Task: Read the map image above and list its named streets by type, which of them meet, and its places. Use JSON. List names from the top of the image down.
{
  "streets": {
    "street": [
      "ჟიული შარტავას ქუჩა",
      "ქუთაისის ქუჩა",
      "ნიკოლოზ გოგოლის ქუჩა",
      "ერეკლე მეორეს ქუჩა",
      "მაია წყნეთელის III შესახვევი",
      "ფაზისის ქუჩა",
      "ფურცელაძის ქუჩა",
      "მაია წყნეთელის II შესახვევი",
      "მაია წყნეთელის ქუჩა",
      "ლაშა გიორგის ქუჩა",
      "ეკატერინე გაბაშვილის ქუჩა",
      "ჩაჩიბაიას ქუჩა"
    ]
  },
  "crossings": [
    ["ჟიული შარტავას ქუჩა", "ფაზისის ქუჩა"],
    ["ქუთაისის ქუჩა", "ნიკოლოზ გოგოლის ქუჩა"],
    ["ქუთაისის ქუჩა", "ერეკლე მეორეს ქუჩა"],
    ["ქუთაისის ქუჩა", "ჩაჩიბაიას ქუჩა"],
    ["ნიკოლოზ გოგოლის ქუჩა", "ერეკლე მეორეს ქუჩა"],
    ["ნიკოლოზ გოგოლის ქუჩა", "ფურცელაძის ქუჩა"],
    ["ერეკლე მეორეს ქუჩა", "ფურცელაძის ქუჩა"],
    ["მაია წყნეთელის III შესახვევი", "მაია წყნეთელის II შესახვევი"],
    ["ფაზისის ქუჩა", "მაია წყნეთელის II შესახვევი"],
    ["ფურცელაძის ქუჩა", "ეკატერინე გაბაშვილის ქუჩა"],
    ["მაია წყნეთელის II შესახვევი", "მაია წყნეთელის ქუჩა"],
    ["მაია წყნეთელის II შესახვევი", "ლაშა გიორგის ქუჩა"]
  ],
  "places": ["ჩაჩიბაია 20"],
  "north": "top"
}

▬▬▬▬▬▬▬▬▬▬

WORK INSTRUCTION - Retype the material exactly, including every line.

OUTPUT OF THE TASK -
Task: Read the map image above and list its named streets by type, which of them meet, and its places. Use JSON. List names from the top of the image down.
{
  "streets": {
    "street": [
      "ჟიული შარტავას ქუჩა",
      "ქუთაისის ქუჩა",
      "ნიკოლოზ გოგოლის ქუჩა",
      "ერეკლე მეორეს ქუჩა",
      "მაია წყნეთელის III შესახვევი",
      "ფაზისის ქუჩა",
      "ფურცელაძის ქუჩა",
      "მაია წყნეთელის II შესახვევი",
      "მაია წყნეთელის ქუჩა",
      "ლაშა გიორგის ქუჩა",
      "ეკატერინე გაბაშვილის ქუჩა",
      "ჩაჩიბაიას ქუჩა"
    ]
  },
  "crossings": [
    ["ჟიული შარტავას ქუჩა", "ფაზისის ქუჩა"],
    ["ქუთაისის ქუჩა", "ნიკოლოზ გოგოლის ქუჩა"],
    ["ქუთაისის ქუჩა", "ერეკლე მეორეს ქუჩა"],
    ["ქუთაისის ქუჩა", "ჩაჩიბაიას ქუჩა"],
    ["ნიკოლოზ გოგოლის ქუჩა", "ერეკლე მეორეს ქუჩა"],
    ["ნიკოლოზ გოგოლის ქუჩა", "ფურცელაძის ქუჩა"],
    ["ერეკლე მეორეს ქუჩა", "ფურცელაძის ქუჩა"],
    ["მაია წყნეთელის III შესახვევი", "მაია წყნეთელის II შესახვევი"],
    ["ფაზისის ქუჩა", "მაია წყნეთელის II შესახვევი"],
    ["ფურცელაძის ქუჩა", "ეკატერინე გაბაშვილის ქუჩა"],
    ["მაია წყნეთელის II შესახვევი", "მაია წყნეთელის ქუჩა"],
    ["მაია წყნეთელის II შესახვევი", "ლაშა გიორგის ქუჩა"]
  ],
  "places": ["ჩაჩიბაია 20"],
  "north": "top"
}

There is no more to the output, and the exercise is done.